# TASK TO CARRY OUT
Leave out the pictures and copy everything else in the records exactly.

BEGIN

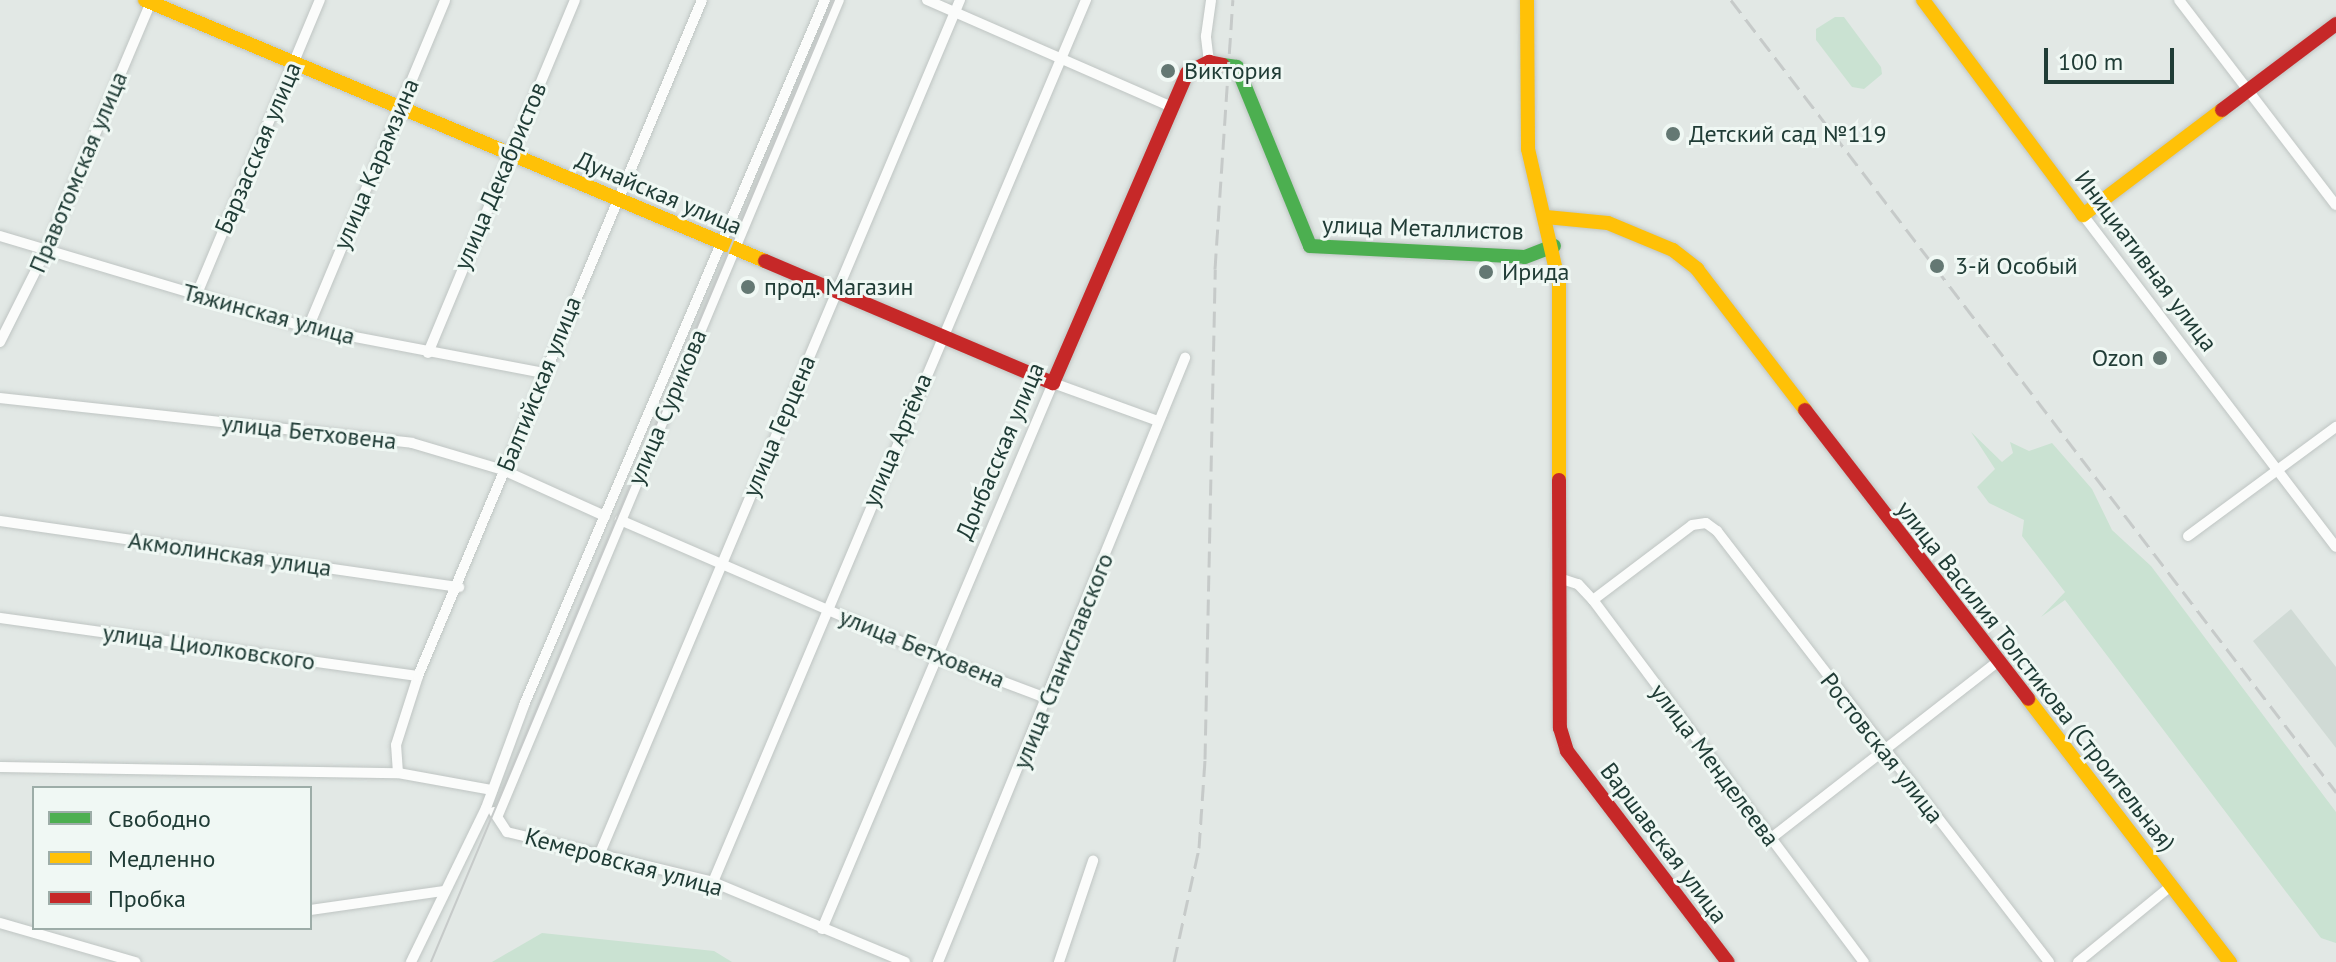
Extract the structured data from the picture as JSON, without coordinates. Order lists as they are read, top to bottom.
{
  "streets": {
    "main road": [
      "Дунайская улица",
      "улица Металлистов",
      "Инициативная улица",
      "Донбасская улица",
      "улица Василия Толстикова (Строительная)",
      "Варшавская улица"
    ],
    "street": [
      "Барзасская улица",
      "улица Карамзина",
      "Правотомская улица",
      "улица Декабристов",
      "Тяжинская улица",
      "Балтийская улица",
      "улица Сурикова",
      "улица Герцена",
      "улица Бетховена",
      "улица Артёма",
      "Акмолинская улица",
      "улица Циолковского",
      "улица Станиславского",
      "Ростовская улица",
      "улица Менделеева",
      "Кемеровская улица"
    ]
  },
  "crossings": [
    ["Барзасская улица", "Дунайская улица"],
    ["Барзасская улица", "Тяжинская улица"],
    ["улица Карамзина", "Дунайская улица"],
    ["улица Карамзина", "Тяжинская улица"],
    ["Правотомская улица", "Дунайская улица"],
    ["Правотомская улица", "Тяжинская улица"],
    ["улица Декабристов", "Дунайская улица"],
    ["улица Декабристов", "Тяжинская улица"],
    ["Дунайская улица", "Балтийская улица"],
    ["Дунайская улица", "улица Сурикова"],
    ["Дунайская улица", "улица Герцена"],
    ["Дунайская улица", "улица Артёма"],
    ["Дунайская улица", "Донбасская улица"],
    ["Дунайская улица", "улица Станиславского"],
    ["улица Металлистов", "Донбасская улица"],
    ["улица Металлистов", "улица Василия Толстикова (Строительная)"],
    ["Тяжинская улица", "Балтийская улица"],
    ["Балтийская улица", "улица Бетховена"],
    ["Балтийская улица", "Акмолинская улица"],
    ["Балтийская улица", "улица Циолковского"],
    ["улица Сурикова", "улица Бетховена"],
    ["улица Сурикова", "Кемеровская улица"],
    ["улица Герцена", "улица Бетховена"],
    ["улица Герцена", "Кемеровская улица"],
    ["улица Бетховена", "улица Артёма"],
    ["улица Бетховена", "Донбасская улица"],
    ["улица Бетховена", "улица Станиславского"],
    ["улица Артёма", "Кемеровская улица"],
    ["Донбасская улица", "Кемеровская улица"],
    ["Ростовская улица", "улица Менделеева"],
    ["улица Менделеева", "Варшавская улица"]
  ],
  "places": [
    "Виктория",
    "Детский сад №119",
    "3-й Особый",
    "Ирида",
    "прод. Магазин",
    "Ozon"
  ],
  "legend": ["Свободно", "Медленно", "Пробка"],
  "scale_bar": "100 m"
}
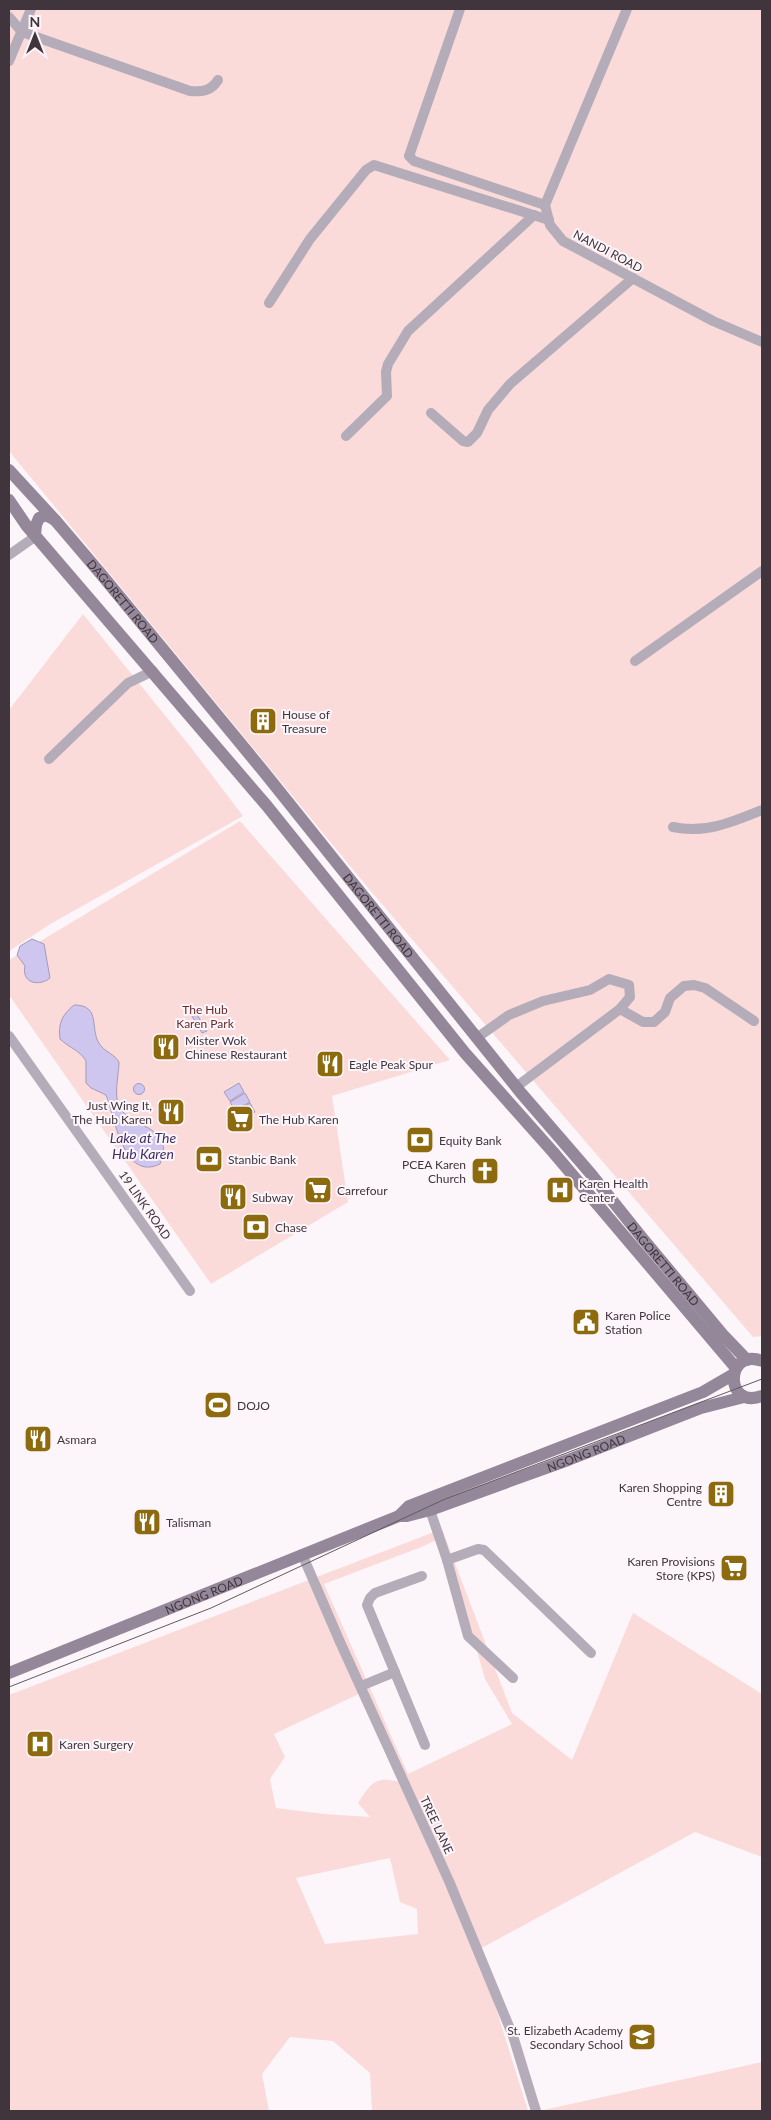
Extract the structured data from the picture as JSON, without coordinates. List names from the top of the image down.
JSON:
{
  "streets": {
    "main road": ["DAGORETTI ROAD", "NGONG ROAD"],
    "street": ["NANDI ROAD", "19 LINK ROAD", "TREE LANE"]
  },
  "crossings": [
    ["DAGORETTI ROAD", "NGONG ROAD"],
    ["NGONG ROAD", "TREE LANE"]
  ],
  "water": ["Lake at The Hub Karen"],
  "parks": ["The Hub Karen Park"],
  "places": {
    "building": ["House of Treasure", "Karen Shopping Centre"],
    "restaurant": [
      "Mister Wok Chinese Restaurant",
      "Eagle Peak Spur",
      "Just Wing It, The Hub Karen",
      "Subway",
      "Asmara",
      "Talisman"
    ],
    "supermarket": ["The Hub Karen", "Carrefour", "Karen Provisions Store (KPS)"],
    "bank": ["Equity Bank", "Stanbic Bank", "Chase"],
    "church": ["PCEA Karen Church"],
    "hospital": ["Karen Health Center", "Karen Surgery"],
    "public building": ["Karen Police Station"],
    "sports": ["DOJO"],
    "school or university": ["St. Elizabeth Academy Secondary School"]
  },
  "north": "top"
}
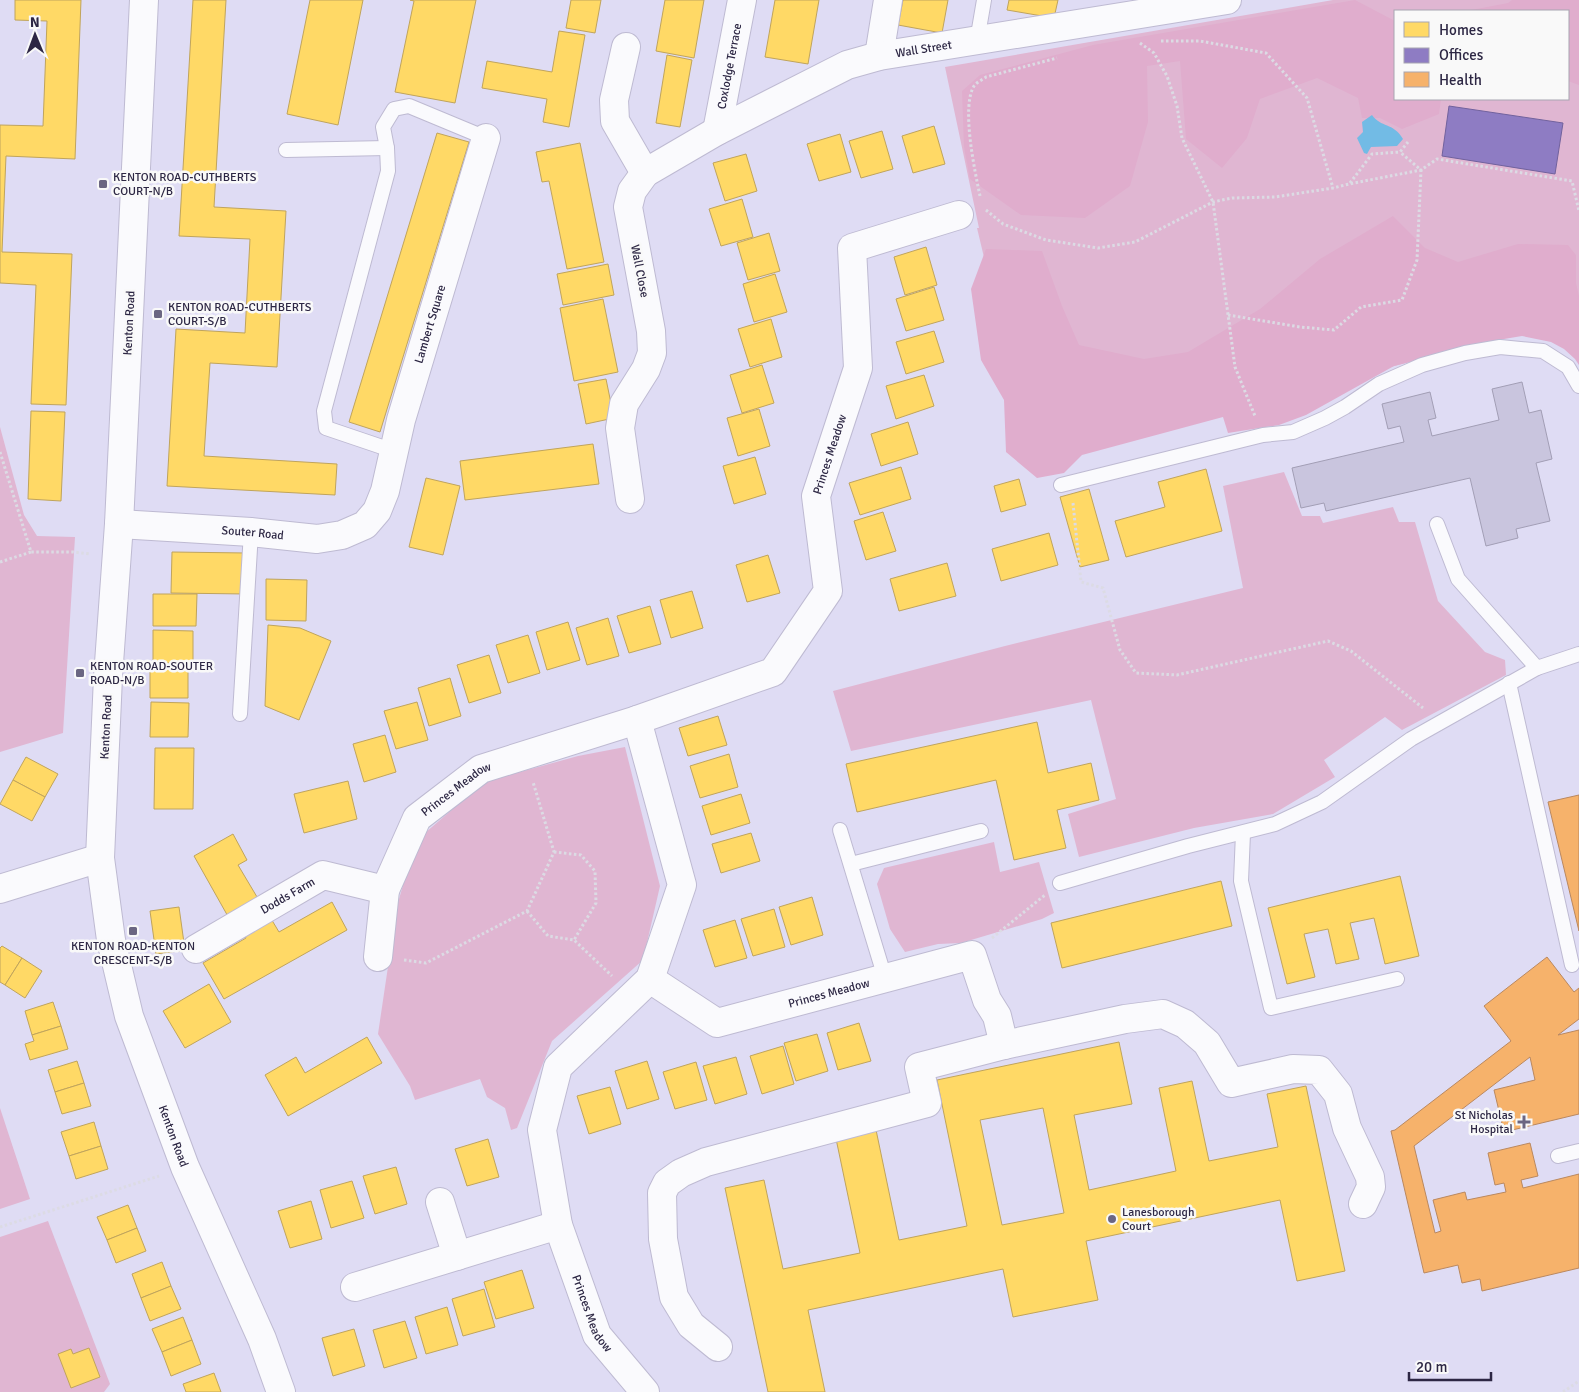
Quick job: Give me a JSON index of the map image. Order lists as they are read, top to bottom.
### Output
{
  "streets": {
    "street": [
      "Wall Street",
      "Coxlodge Terrace",
      "Wall Close",
      "Kenton Road",
      "Lambert Square",
      "Princes Meadow",
      "Souter Road",
      "Dodds Farm"
    ]
  },
  "crossings": [
    ["Wall Street", "Coxlodge Terrace"],
    ["Wall Street", "Wall Close"],
    ["Kenton Road", "Souter Road"],
    ["Lambert Square", "Souter Road"],
    ["Princes Meadow", "Dodds Farm"]
  ],
  "places": {
    "transit": [
      "KENTON ROAD-CUTHBERTS COURT-N/B",
      "KENTON ROAD-CUTHBERTS COURT-S/B",
      "KENTON ROAD-SOUTER ROAD-N/B",
      "KENTON ROAD-KENTON CRESCENT-S/B"
    ],
    "health": ["St Nicholas Hospital"],
    "other": ["Lanesborough Court"]
  },
  "legend": ["Homes", "Offices", "Health"],
  "scale_bar": "20 m",
  "north": "top"
}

END

# TASK ANSWER
Extract the structured data from the picture as JSON, without coordinates. Order lists as they are read, top to bottom.
{
  "streets": {
    "main road": [
      "Дунайская улица",
      "улица Металлистов",
      "Инициативная улица",
      "Донбасская улица",
      "улица Василия Толстикова (Строительная)",
      "Варшавская улица"
    ],
    "street": [
      "Барзасская улица",
      "улица Карамзина",
      "Правотомская улица",
      "улица Декабристов",
      "Тяжинская улица",
      "Балтийская улица",
      "улица Сурикова",
      "улица Герцена",
      "улица Бетховена",
      "улица Артёма",
      "Акмолинская улица",
      "улица Циолковского",
      "улица Станиславского",
      "Ростовская улица",
      "улица Менделеева",
      "Кемеровская улица"
    ]
  },
  "crossings": [
    ["Барзасская улица", "Дунайская улица"],
    ["Барзасская улица", "Тяжинская улица"],
    ["улица Карамзина", "Дунайская улица"],
    ["улица Карамзина", "Тяжинская улица"],
    ["Правотомская улица", "Дунайская улица"],
    ["Правотомская улица", "Тяжинская улица"],
    ["улица Декабристов", "Дунайская улица"],
    ["улица Декабристов", "Тяжинская улица"],
    ["Дунайская улица", "Балтийская улица"],
    ["Дунайская улица", "улица Сурикова"],
    ["Дунайская улица", "улица Герцена"],
    ["Дунайская улица", "улица Артёма"],
    ["Дунайская улица", "Донбасская улица"],
    ["Дунайская улица", "улица Станиславского"],
    ["улица Металлистов", "Донбасская улица"],
    ["улица Металлистов", "улица Василия Толстикова (Строительная)"],
    ["Тяжинская улица", "Балтийская улица"],
    ["Балтийская улица", "улица Бетховена"],
    ["Балтийская улица", "Акмолинская улица"],
    ["Балтийская улица", "улица Циолковского"],
    ["улица Сурикова", "улица Бетховена"],
    ["улица Сурикова", "Кемеровская улица"],
    ["улица Герцена", "улица Бетховена"],
    ["улица Герцена", "Кемеровская улица"],
    ["улица Бетховена", "улица Артёма"],
    ["улица Бетховена", "Донбасская улица"],
    ["улица Бетховена", "улица Станиславского"],
    ["улица Артёма", "Кемеровская улица"],
    ["Донбасская улица", "Кемеровская улица"],
    ["Ростовская улица", "улица Менделеева"],
    ["улица Менделеева", "Варшавская улица"]
  ],
  "places": [
    "Виктория",
    "Детский сад №119",
    "3-й Особый",
    "Ирида",
    "прод. Магазин",
    "Ozon"
  ],
  "legend": ["Свободно", "Медленно", "Пробка"],
  "scale_bar": "100 m"
}
Extract the structured data from the picture as JSON, without coordinates. List names from the top of the image down.
JSON:
{
  "streets": {
    "main road": ["DAGORETTI ROAD", "NGONG ROAD"],
    "street": ["NANDI ROAD", "19 LINK ROAD", "TREE LANE"]
  },
  "crossings": [
    ["DAGORETTI ROAD", "NGONG ROAD"],
    ["NGONG ROAD", "TREE LANE"]
  ],
  "water": ["Lake at The Hub Karen"],
  "parks": ["The Hub Karen Park"],
  "places": {
    "building": ["House of Treasure", "Karen Shopping Centre"],
    "restaurant": [
      "Mister Wok Chinese Restaurant",
      "Eagle Peak Spur",
      "Just Wing It, The Hub Karen",
      "Subway",
      "Asmara",
      "Talisman"
    ],
    "supermarket": ["The Hub Karen", "Carrefour", "Karen Provisions Store (KPS)"],
    "bank": ["Equity Bank", "Stanbic Bank", "Chase"],
    "church": ["PCEA Karen Church"],
    "hospital": ["Karen Health Center", "Karen Surgery"],
    "public building": ["Karen Police Station"],
    "sports": ["DOJO"],
    "school or university": ["St. Elizabeth Academy Secondary School"]
  },
  "north": "top"
}
Quick job: Give me a JSON index of the map image. Order lists as they are read, top to bottom.
### Output
{
  "streets": {
    "street": [
      "Wall Street",
      "Coxlodge Terrace",
      "Wall Close",
      "Kenton Road",
      "Lambert Square",
      "Princes Meadow",
      "Souter Road",
      "Dodds Farm"
    ]
  },
  "crossings": [
    ["Wall Street", "Coxlodge Terrace"],
    ["Wall Street", "Wall Close"],
    ["Kenton Road", "Souter Road"],
    ["Lambert Square", "Souter Road"],
    ["Princes Meadow", "Dodds Farm"]
  ],
  "places": {
    "transit": [
      "KENTON ROAD-CUTHBERTS COURT-N/B",
      "KENTON ROAD-CUTHBERTS COURT-S/B",
      "KENTON ROAD-SOUTER ROAD-N/B",
      "KENTON ROAD-KENTON CRESCENT-S/B"
    ],
    "health": ["St Nicholas Hospital"],
    "other": ["Lanesborough Court"]
  },
  "legend": ["Homes", "Offices", "Health"],
  "scale_bar": "20 m",
  "north": "top"
}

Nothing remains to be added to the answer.